Improved Reprovider.Strategy for entity DAGs (HAMT/UnixFS dirs, big files)
@aschmahmann @petar I remember we discussed this a while ago, as a low-hanging fruit for bigger data providers like Pinata, but was unable to find an issue, so created this one.
Improving provider strategies was previously discussed in: https://github.com/ipfs/go-ipfs/issues/6221, https://github.com/ipfs/go-ipfs/issues/5774, https://github.com/ipfs-inactive/package-managers/issues/84. In this issue I want to propose a well-scoped improvement of codec-aware strategy that could be shipped without refactoring the entire system.
TLDR
- Add a new (opt-in) strategy: when announcing a big UnixFS directory tree, only announce root blocks of directories and files, and skip all internal file data blocks.
- Leverage full content path for finding providers of root blocks.
Problem statement
Right now, we support three values in Reprovider.Strategy which tells reprovider what should be announced. Valid strategies are:
- "all" - announce all stored data (this is also the implicit default)
- "pinned" - only announce pinned data
- "roots" - only announce directly pinned keys and root keys of recursive pins
If the repository gets too big, all and pinned are too expensive and folks are forced to use roots which is codec-agnostic and will only announce the root block of UnixFS DAG.
This means in case of big UnixFS datasets, the user has to write additional orchestration code to go the extra mile and manually pin every file withing a bigger DAG, and make sure those sub-pins are removed when the entire DAG is no longer needed.
Proposed solution: codec-aware (UnixFs) strategy
Depending on a codec, different blocks may have different importance. In case of UnixFS the important blocks are manifest (root) blocks of directories and files. Sub-blocks of individual files with the data itself are not as critical as those manifest blocks. It is CID of manifest block that is looked up on DHT first.
A big data provider may want to opt-in to codec-aware strategy as "best-effort" way to provide something on DHT rather than nothing: in case of UnixFS only provide these manifest blocks on the DHT, facilitating initial lookup without the cost of announcing all the sub-blocks.
Open questions
- Is announcing of those UnixFS root blocks enough?
- Depends.
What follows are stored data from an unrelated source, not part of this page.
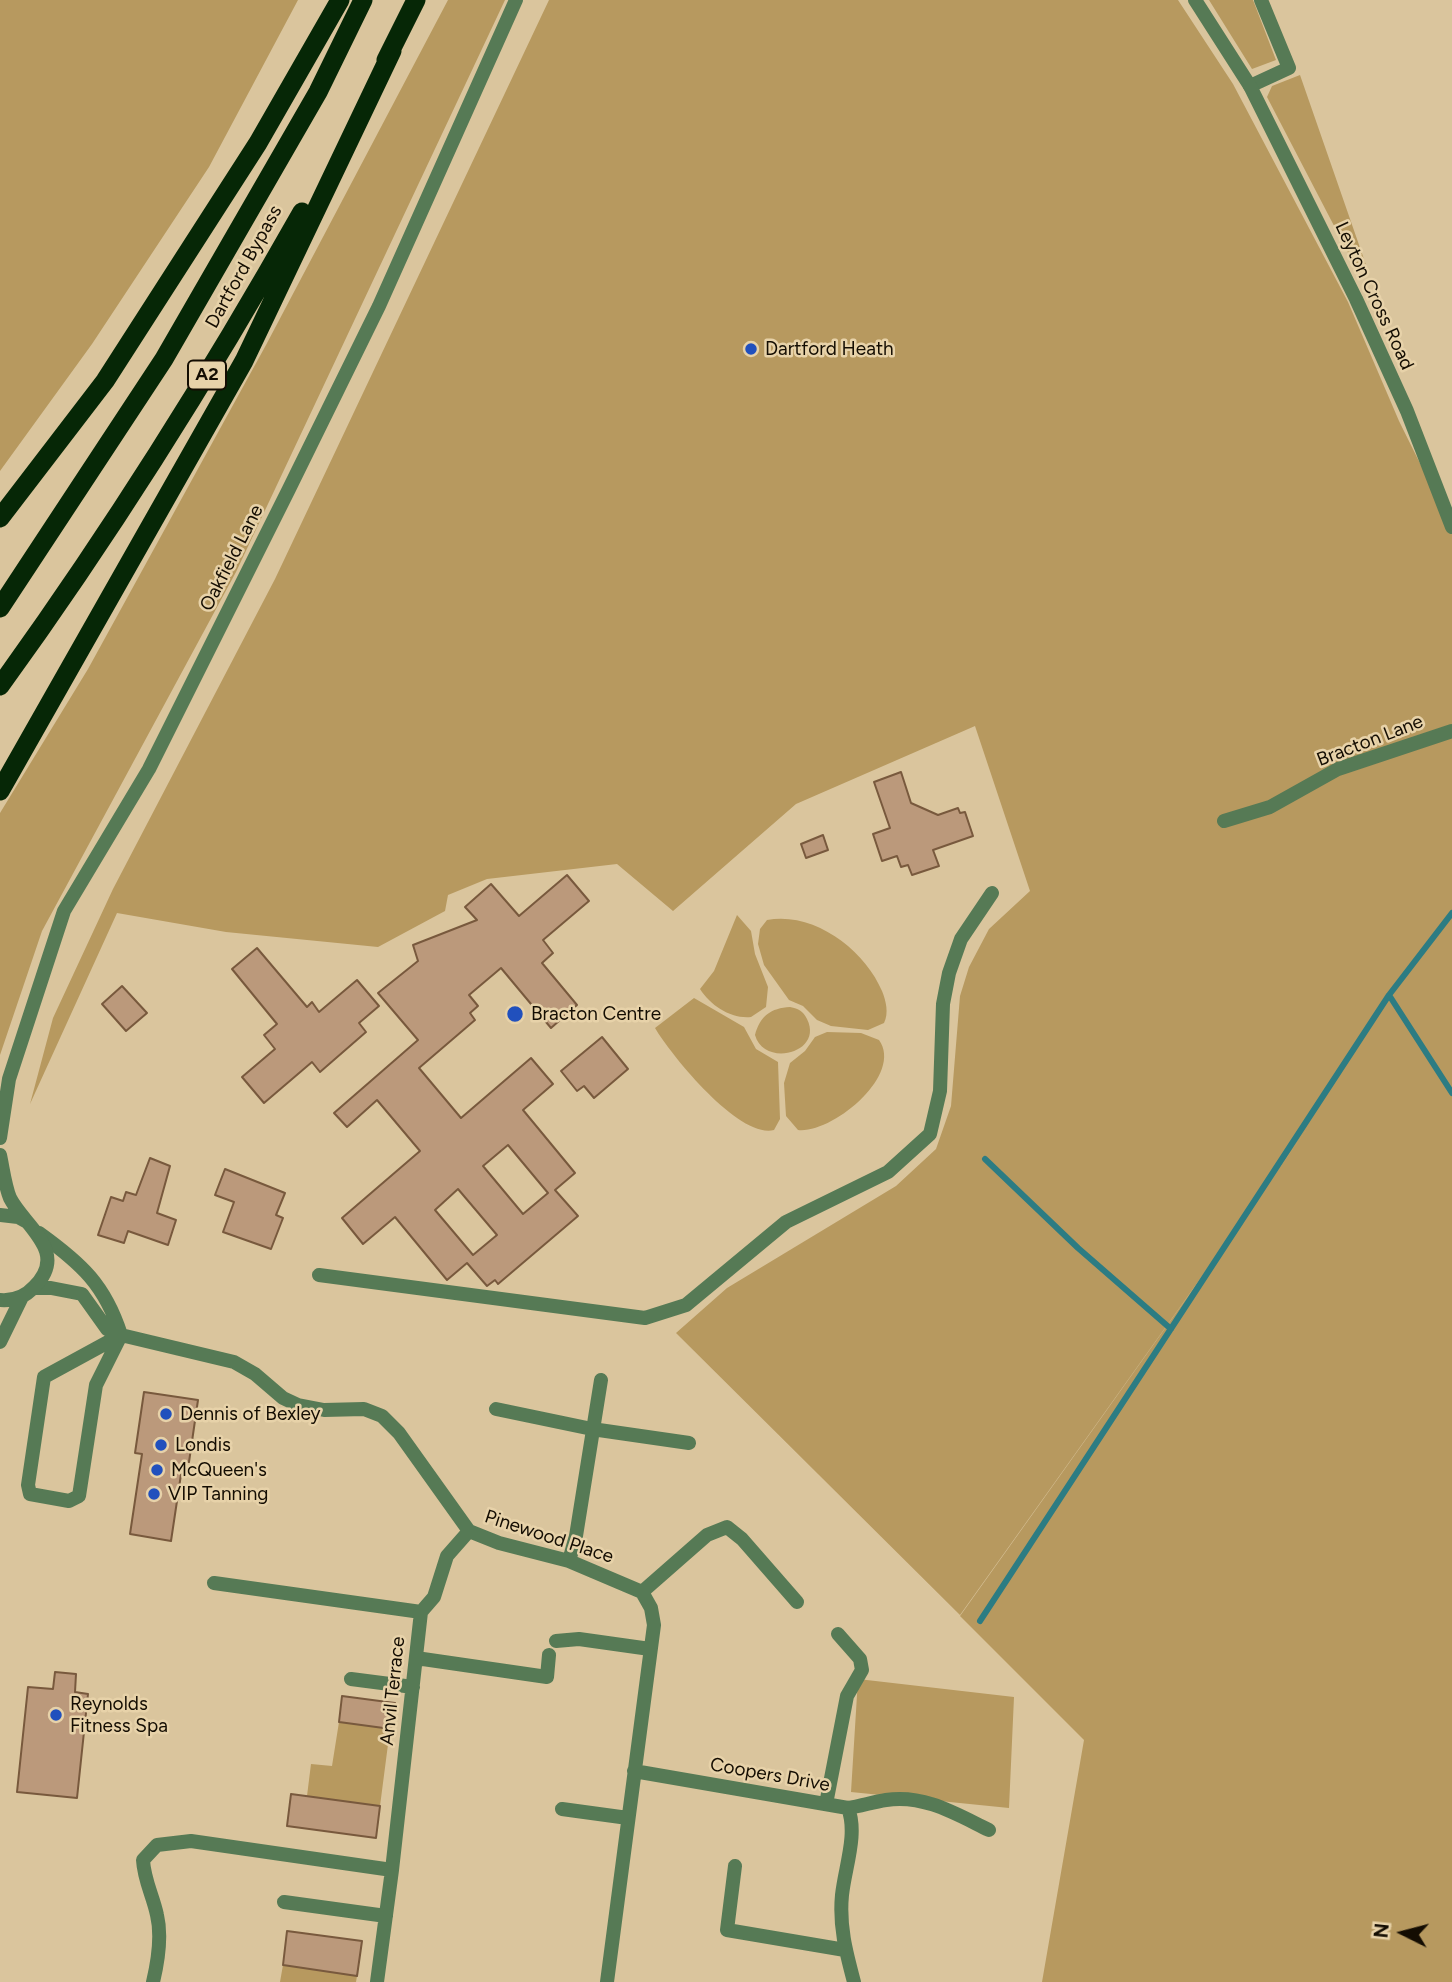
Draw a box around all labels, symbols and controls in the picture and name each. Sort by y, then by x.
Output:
street label: Dartford Bypass [201,202,287,332]
street label: Leyton Cross Road [1330,218,1418,374]
place label: Dartford Heath [765,338,894,360]
marker: Dartford Heath [743,341,759,357]
road number: A2 [188,360,226,390]
street label: Oakfield Lane [196,501,268,615]
street label: Bracton Lane [1314,710,1426,772]
place label: Bracton Centre [531,1003,661,1025]
marker: Bracton Centre [505,1004,525,1024]
place label: Dennis of Bexley [180,1403,321,1425]
marker: Dennis of Bexley [158,1406,174,1422]
place label: Londis [175,1434,231,1456]
marker: Londis [153,1437,169,1453]
place label: McQueen's [171,1459,267,1481]
marker: McQueen's [149,1462,165,1478]
place label: VIP Tanning [168,1483,268,1505]
marker: VIP Tanning [146,1486,162,1502]
street label: Pinewood Place [482,1505,616,1569]
street label: Anvil Terrace [376,1635,410,1747]
place label: Reynolds Fitness Spa [70,1693,168,1737]
marker: Reynolds Fitness Spa [48,1707,64,1723]
street label: Coopers Drive [708,1753,832,1797]
north arrow [1368,1898,1438,1968]
text: N [1369,1922,1394,1939]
After the manifest block of a big file is fetched, the user is already connected to a peer which most likely has the rest of the blocks and transfer can happen over bitswap. But if the transfer gets interrupted and connection is lost, then it is not possible to resume because we already have root block in local store and we only lookup for missing sub-blocks which were not announced on DHT.
- Potential fix would be to do DHT lookup not only for a specific sub-block in a file, but also for the first UnixFS root block above them (either a root of a file, or a parent directory). Rationale being, if someone has the root of a file, they most likely have the rest.
- We track this in https://github.com/ipfs/kubo/issues/10251
- Depends. After the manifest block of a big file is fetched, the user is already connected to a peer which most likely has the rest of the blocks and transfer can happen over bitswap. But if the transfer gets interrupted and connection is lost, then it is not possible to resume because we already have root block in local store and we only lookup for missing sub-blocks which were not announced on DHT.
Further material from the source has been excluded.